“Morning-After Pill:” Government Accedes to Court Order Supporting Minor’s Access without Restrictions


Court Ruling: On April 4, 2013, U.S. District Judge Edward Korman reversed a decision of the U.S. Food and Drug Administration (FDA) and directed the agency to “make levonorgestrel-based emergency contraceptives [such as Plan B or Plan B One-Step] available without a prescription and without point-of-sale or age restrictions within thirty days.” Tummino v. Hamburg, Memorandum and Order No. 12-CV-763 (ERK)(VVP). 

This was not Judge Korman’s first involvement in this issue. In 2006, the FDA had approved over-the-counter (OTC) non-prescription distribution of Plan B for women 18 and older, but prescription-only availability for adolescents 17 and younger. In a 2009 ruling, Judge Korman had ordered the FDA to make Plan B available OTC without a prescription to adolescents one year earlier at age 17. The FDA did not appeal that decision.

Deirdre McQuade, spokeswoman for the bishops’ Secretariat for Pro-Life Activities, urged that Judge Korman’s 2013 ruling “be appealed and overturned.” She stated:

Plan B is a large dose of a powerful hormonal drug (levonorgestrel) that is available only by prescription when used in smaller doses for contraception. The court has acted irresponsibly by making this powerful drug available without a prescription to minor children.

Plan B does not prevent or treat any disease, but makes young adolescent girls more available to sexual predators. The court’s action undermines parents’ ability to protect their daughters from such exploitation and from the adverse effects of the drug itself.

Many studies have shown that wider access to “emergency contraception” among young people does not reduce pregnancy or abortion rates, but can contribute to higher rates of sexually transmitted disease. No public health consideration justifies the unregulated distribution of such drugs to children.

See: www.usccb.org/news/2013/13-061.cfm.

On May 1, 2013, the U.S. Department of Justice filed a notice to appeal the April 4, 2013, ruling, and asked Judge Korman to stay his order pending the results. On May 10, 2013, Judge Korman rejected the government’s request to stay his order and gave the government until noon on May 13, 2013, to seek a stay from the Second U.S. Circuit Court of Appeal. The government appealed. On June 5, 2013, a three-judge federal panel of the Court of Appeals ruled that Judge Korman’s order allowing unrestricted access to the one-pill version of Plan B should be lifted temporarily while the case is on appeal but that unrestricted access to the two-pill version should be allowed.

However, on June 10, 2013, the federal government reversed its position. In a court filing the Justice Department stated that the FDA would allow Plan B to be sold without age or point-of-sale restrictions. The government said it would comply with Judge Korman’s April 4, 2013, order and would end its appeals in court on this matter.

The Teva Application: In 2011, Teva Women’s Health had applied to the FDA to make Plan B One-Step (a one pill Plan B regimen) available OTC to all girls of reproductive age. The FDA had approved the application but U.S. Department of Health and Human Services (HHS) Secretary Kathleen Sebelius had overruled the FDA on the grounds that the data “do not conclusively establish that Plan B One-Step should be made available over the counter for all girls of reproductive age.” Judge Korman’s 2013 ruling was directed against the FDA denial of a Citizen Petition to make all emergency contraceptives available OTC without prescription requirements, but Judge Korman linked this denial to the 2011 action by Secretary Sebelius. The 2013 ruling removes not only age restrictions but also the point of sale restrictions that limit availability to pharmacies and health clinics from behind the counter.

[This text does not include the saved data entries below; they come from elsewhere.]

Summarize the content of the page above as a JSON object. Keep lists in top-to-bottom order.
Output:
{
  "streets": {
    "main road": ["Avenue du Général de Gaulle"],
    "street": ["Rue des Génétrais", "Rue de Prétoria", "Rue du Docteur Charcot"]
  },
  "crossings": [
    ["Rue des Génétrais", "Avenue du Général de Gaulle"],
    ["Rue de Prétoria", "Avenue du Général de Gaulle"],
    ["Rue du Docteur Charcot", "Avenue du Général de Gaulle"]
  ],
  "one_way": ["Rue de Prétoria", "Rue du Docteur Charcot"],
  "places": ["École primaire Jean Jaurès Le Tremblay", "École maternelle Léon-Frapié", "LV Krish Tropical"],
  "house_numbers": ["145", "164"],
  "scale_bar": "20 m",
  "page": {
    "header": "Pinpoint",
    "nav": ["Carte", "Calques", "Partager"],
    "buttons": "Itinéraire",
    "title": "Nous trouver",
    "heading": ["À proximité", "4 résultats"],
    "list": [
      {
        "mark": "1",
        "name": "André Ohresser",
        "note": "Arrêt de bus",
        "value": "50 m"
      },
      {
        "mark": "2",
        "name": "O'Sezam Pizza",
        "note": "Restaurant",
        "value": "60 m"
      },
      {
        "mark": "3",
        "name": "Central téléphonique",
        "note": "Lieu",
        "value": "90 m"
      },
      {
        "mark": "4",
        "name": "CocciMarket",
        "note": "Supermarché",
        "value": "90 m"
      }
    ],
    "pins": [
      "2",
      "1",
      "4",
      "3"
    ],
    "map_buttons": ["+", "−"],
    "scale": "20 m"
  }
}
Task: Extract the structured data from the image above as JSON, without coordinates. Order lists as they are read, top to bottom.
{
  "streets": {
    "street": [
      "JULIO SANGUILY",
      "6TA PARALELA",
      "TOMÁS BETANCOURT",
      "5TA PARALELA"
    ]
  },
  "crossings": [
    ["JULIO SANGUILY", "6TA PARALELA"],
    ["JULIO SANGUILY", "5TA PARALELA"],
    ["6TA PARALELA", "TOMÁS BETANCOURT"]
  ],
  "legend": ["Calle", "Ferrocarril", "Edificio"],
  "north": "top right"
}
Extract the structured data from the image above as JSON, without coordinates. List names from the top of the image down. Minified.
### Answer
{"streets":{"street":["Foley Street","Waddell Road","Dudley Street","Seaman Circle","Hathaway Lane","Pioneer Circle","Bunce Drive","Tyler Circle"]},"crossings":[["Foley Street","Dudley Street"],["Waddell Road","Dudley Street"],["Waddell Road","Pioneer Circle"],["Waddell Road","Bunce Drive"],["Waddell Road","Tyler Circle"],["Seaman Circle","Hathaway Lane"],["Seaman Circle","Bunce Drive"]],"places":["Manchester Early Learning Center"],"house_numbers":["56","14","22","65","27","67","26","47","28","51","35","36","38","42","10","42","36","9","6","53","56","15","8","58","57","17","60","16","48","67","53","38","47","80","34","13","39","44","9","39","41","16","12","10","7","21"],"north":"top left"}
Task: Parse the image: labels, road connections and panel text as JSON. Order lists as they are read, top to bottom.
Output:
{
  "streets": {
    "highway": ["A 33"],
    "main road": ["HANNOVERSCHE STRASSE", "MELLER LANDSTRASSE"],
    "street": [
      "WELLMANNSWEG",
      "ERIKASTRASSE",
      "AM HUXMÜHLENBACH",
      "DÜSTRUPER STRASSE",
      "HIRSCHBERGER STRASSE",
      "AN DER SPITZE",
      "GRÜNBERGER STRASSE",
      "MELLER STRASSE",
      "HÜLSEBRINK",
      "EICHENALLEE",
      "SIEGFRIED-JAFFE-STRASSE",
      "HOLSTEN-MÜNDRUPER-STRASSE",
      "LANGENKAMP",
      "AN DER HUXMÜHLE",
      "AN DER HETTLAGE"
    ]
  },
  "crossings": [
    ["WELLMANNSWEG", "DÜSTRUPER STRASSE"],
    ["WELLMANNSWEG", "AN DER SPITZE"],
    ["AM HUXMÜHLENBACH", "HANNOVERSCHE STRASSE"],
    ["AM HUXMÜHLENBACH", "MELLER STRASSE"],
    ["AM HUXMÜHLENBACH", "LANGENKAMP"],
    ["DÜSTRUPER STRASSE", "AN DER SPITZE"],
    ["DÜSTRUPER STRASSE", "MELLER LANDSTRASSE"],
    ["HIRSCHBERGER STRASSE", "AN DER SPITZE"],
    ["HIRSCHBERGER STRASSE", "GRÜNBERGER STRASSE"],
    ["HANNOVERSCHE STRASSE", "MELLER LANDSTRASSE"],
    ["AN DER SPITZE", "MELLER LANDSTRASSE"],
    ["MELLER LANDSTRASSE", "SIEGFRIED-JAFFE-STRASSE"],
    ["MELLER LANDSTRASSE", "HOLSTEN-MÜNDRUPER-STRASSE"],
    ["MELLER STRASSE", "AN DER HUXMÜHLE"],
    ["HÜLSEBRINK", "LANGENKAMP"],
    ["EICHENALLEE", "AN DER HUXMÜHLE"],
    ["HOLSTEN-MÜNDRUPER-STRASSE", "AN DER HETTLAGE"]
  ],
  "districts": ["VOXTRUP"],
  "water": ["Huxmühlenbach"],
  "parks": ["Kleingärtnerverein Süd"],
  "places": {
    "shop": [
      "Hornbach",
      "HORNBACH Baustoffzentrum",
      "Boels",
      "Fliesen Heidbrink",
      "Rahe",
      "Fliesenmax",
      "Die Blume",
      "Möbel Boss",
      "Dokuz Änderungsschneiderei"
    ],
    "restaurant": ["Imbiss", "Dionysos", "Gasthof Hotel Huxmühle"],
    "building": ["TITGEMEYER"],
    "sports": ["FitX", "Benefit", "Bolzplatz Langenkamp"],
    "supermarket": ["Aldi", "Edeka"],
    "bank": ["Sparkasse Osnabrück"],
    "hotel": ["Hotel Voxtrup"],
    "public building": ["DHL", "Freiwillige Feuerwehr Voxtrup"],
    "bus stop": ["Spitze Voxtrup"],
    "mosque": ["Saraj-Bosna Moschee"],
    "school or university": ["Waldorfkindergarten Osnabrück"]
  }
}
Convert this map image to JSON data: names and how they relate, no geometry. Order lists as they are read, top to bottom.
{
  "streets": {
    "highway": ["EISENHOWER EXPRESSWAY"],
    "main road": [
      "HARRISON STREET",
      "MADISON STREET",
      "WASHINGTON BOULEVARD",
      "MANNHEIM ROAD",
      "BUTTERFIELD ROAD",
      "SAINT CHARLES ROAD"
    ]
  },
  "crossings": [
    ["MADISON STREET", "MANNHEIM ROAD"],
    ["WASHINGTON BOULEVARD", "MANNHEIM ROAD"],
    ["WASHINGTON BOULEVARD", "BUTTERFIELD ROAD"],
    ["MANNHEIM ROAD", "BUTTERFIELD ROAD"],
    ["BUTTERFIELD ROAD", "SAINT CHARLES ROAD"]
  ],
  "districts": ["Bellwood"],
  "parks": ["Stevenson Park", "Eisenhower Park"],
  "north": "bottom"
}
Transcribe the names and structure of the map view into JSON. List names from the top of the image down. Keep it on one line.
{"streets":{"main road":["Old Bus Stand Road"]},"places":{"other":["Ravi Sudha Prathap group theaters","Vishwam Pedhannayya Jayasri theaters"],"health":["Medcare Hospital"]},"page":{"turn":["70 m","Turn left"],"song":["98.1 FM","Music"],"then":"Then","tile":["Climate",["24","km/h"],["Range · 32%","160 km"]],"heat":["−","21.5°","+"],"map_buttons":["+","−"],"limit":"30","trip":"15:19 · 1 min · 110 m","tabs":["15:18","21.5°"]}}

After the rejection of its 2011 application, Teva submitted an amended proposal to make Plan B One-Step available without a prescription for women 15 years of age and older. On April 30, 2013, in an action separate from the Korman ruling, the FDA approved the modified Teva proposal. Not only was the age requirement dropped from 17 to 15 years, but the product would be available on the shelf in retail outlets with an onsite pharmacy. The amended proposal does not apply to Plan B (the two pill regimen) or to Ella. Ms. McQuade called the approval a “disappointment” and charged the FDA with “failing in its responsibility to protect children.” For full statement, see: www.usccb.org/news/2013/13-081.cfm.